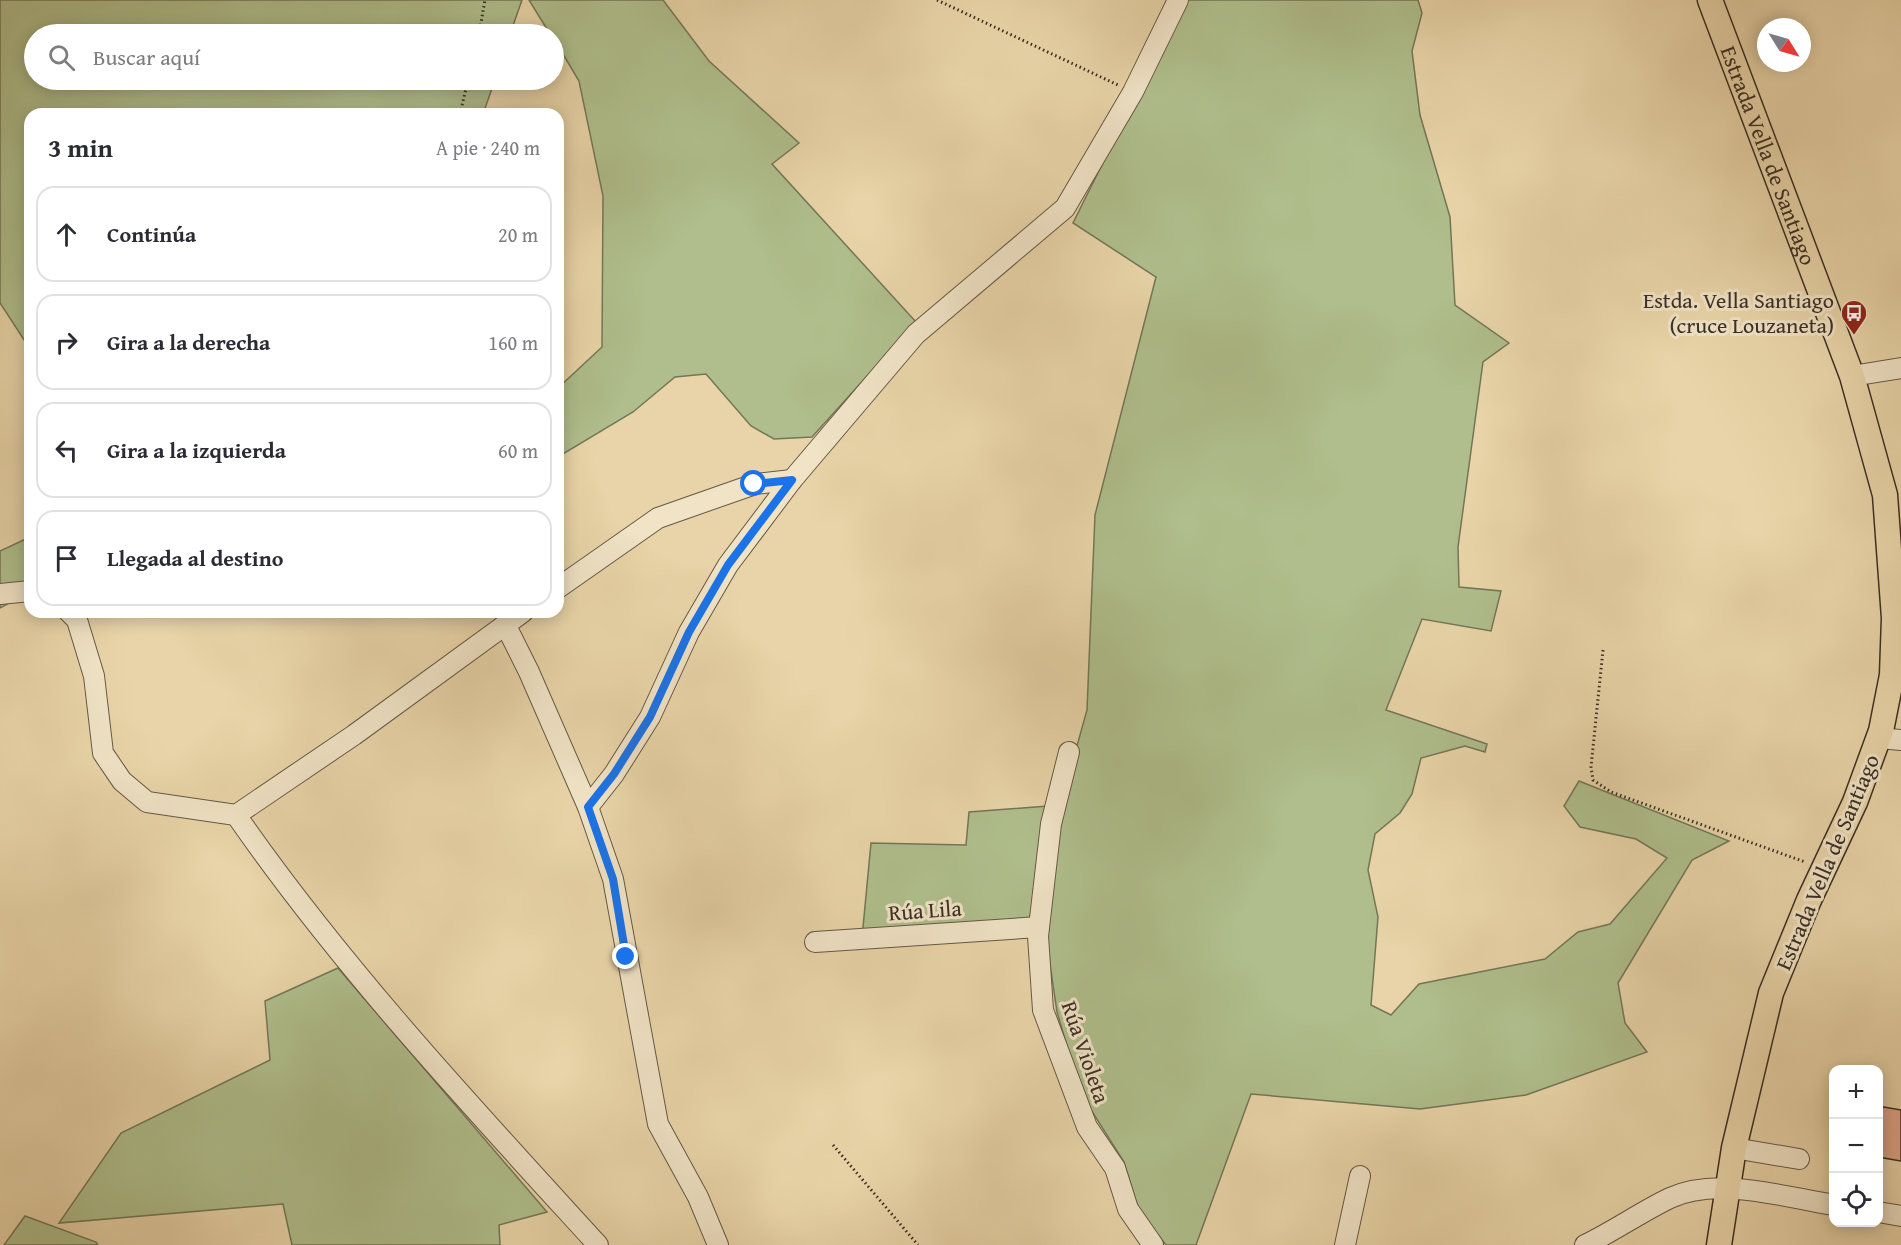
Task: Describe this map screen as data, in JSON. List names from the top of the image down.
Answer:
{
  "streets": {
    "main road": ["Estrada Vella de Santiago"],
    "street": ["Rúa Lila", "Rúa Violeta"]
  },
  "crossings": [
    ["Rúa Lila", "Rúa Violeta"]
  ],
  "places": {
    "bus stop": ["Estda. Vella Santiago (cruce Louzaneta)"]
  },
  "north": "bottom right",
  "page": {
    "search": "Buscar aquí",
    "heading": ["3 min", "A pie · 240 m"],
    "list": [
      ["Continúa", "20 m"],
      ["Gira a la derecha", "160 m"],
      ["Gira a la izquierda", "60 m"],
      "Llegada al destino"
    ],
    "map_buttons": ["+", "−"]
  }
}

***

■ **Work instructions**
All the lines above must be written out exactly, without a single picture.

■ **Answer to this task**
Task: Describe this map screen as data, in JSON. List names from the top of the image down.
Answer:
{
  "streets": {
    "main road": ["Estrada Vella de Santiago"],
    "street": ["Rúa Lila", "Rúa Violeta"]
  },
  "crossings": [
    ["Rúa Lila", "Rúa Violeta"]
  ],
  "places": {
    "bus stop": ["Estda. Vella Santiago (cruce Louzaneta)"]
  },
  "north": "bottom right",
  "page": {
    "search": "Buscar aquí",
    "heading": ["3 min", "A pie · 240 m"],
    "list": [
      ["Continúa", "20 m"],
      ["Gira a la derecha", "160 m"],
      ["Gira a la izquierda", "60 m"],
      "Llegada al destino"
    ],
    "map_buttons": ["+", "−"]
  }
}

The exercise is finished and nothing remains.